Task: Please return every line from the entries that has the string "their" in it.

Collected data
◇ ◇ ◇ ◇ ◇ ◇ ◇
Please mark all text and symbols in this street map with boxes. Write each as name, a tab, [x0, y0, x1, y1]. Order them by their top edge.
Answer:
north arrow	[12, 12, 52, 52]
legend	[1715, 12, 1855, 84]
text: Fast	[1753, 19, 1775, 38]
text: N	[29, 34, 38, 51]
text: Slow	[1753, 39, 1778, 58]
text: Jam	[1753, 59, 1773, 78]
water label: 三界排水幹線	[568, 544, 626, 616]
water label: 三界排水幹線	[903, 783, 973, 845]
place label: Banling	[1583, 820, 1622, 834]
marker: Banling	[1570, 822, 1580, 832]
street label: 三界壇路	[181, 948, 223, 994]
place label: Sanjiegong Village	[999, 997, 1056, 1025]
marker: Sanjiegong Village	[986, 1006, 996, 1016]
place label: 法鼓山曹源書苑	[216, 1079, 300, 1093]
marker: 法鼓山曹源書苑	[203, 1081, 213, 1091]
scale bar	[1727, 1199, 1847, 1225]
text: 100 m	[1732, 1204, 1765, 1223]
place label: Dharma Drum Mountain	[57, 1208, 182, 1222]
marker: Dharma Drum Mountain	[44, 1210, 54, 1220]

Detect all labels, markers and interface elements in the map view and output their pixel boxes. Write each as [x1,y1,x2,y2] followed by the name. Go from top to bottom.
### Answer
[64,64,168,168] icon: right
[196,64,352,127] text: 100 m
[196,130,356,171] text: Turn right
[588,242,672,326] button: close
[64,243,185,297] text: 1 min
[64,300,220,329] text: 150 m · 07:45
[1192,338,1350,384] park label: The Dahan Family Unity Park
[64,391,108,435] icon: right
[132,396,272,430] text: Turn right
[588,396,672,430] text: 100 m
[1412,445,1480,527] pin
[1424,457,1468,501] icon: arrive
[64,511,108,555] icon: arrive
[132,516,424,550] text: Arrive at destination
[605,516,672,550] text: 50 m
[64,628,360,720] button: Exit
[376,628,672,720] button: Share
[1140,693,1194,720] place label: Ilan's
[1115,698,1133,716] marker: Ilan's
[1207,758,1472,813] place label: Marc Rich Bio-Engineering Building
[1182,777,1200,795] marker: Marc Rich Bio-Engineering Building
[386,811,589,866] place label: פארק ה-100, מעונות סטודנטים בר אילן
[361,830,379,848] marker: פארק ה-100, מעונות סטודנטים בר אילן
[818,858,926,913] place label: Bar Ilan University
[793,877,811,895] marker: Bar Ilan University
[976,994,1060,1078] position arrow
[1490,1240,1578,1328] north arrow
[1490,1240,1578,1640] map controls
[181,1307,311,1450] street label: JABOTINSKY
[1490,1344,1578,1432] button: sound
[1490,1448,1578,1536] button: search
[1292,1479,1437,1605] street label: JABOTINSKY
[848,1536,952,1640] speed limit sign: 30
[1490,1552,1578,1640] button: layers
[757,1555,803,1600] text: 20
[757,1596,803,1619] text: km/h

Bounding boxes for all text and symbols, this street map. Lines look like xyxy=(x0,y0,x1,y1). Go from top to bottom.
◇ ◇ ◇ ◇ ◇ ◇ ◇
Response:
Please mark all text and symbols in this street map with boxes. Write each as name, a tab, [x0, y0, x1, y1]. Order them by their top edge.
Detect all labels, markers and interface elements in the map view and output their pixel boxes. Write each as [x1,y1,x2,y2] followed by the name. Go from top to bottom.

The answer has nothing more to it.